As the COVID-19 outbreak intensifies globally, careless preparation and strained medical resources of some governments are blamed for the current dangerous situation.
The claim is partly right. The shortage of doctors and supplies to fight the disease is a common challenge faced by any country in the early days. It takes time to coordinate multiple departments to focus on the production of medical equipment and transferring relevant staff.
The issue is who pays for it and how. The war of curbing the COVID-19 costs mounting efforts of all the frontline heroes, but perhaps wipes out people's savings if health care is not properly handled.
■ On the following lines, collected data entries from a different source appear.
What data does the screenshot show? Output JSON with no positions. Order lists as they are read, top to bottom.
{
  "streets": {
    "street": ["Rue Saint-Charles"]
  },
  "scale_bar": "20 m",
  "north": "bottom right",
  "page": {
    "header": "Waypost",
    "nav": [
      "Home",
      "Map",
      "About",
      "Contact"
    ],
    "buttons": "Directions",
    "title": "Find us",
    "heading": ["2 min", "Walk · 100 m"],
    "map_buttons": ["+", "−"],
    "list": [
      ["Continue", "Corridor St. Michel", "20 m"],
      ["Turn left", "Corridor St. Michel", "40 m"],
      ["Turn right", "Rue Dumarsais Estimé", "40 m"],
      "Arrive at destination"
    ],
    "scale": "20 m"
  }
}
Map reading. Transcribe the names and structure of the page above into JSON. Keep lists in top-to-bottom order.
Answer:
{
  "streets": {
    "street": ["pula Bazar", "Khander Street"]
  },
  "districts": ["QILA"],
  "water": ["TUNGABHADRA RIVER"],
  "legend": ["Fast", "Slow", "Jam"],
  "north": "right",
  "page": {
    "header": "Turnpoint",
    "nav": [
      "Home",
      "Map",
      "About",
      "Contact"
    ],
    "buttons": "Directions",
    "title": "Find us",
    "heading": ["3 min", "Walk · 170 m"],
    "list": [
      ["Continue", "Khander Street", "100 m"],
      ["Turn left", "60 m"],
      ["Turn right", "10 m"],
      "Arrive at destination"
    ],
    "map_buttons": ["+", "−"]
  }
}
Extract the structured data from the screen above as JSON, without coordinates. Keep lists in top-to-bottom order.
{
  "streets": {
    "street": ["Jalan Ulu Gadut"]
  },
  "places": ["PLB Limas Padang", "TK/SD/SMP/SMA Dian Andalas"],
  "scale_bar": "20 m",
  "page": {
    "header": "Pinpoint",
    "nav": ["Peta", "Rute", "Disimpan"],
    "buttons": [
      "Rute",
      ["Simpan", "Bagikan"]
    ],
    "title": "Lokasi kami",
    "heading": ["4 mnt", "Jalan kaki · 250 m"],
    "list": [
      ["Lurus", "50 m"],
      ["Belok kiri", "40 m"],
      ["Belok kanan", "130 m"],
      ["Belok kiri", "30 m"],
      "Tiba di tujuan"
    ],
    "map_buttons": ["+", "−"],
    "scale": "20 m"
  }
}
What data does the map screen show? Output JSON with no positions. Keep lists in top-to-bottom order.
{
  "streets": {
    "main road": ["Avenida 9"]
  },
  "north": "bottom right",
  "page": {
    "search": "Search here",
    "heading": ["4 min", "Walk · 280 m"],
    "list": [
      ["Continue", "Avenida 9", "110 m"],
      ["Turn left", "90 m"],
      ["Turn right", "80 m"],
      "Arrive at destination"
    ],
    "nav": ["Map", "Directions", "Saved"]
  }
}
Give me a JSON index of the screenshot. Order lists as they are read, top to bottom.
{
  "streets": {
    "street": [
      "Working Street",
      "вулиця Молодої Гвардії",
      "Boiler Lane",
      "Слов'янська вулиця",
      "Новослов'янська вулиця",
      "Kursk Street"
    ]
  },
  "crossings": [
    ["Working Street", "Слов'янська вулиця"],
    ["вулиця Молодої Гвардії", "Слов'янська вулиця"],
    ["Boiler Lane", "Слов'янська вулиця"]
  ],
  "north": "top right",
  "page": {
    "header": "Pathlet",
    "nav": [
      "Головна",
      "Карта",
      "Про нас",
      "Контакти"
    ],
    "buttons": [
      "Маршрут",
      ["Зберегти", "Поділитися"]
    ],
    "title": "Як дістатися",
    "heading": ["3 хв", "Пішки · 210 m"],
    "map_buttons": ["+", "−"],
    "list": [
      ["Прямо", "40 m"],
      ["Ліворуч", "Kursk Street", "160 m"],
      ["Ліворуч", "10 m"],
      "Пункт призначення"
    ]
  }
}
Let's illustrate it with the the United States, which in normal times has public health care for the most vulnerable, while the majority of citizens choose diverse private insurance plans. But when times are not normal, the gaps are highlighted in the limited coverage of health care.
The direct consequence is the high price for the virus test and treatment, as commercial health care providers continue to favor revenue over the patients. Even now CDC testing is free under the government's guidelines, but a hospital trip and other treatment procedures still cost thousands of dollars. FAIR Health, an independent healthcare nonprofit organization, recently released a report, showing that uninsured Americans with COVID-19 would pay an estimated average of $73,300 for a 6-day hospital stay.
It's getting more complicated when numerous healthcare plans overlapped and troubled patients. According to a report from Business Insider, 2 million people who live in the 14 states that did not expand Medicaid under the Affordable Care Act will fall into a coverage gap. They are not eligible for Medicaid, but are also ineligible for federal subsidies that make health insurance affordable through the national exchange.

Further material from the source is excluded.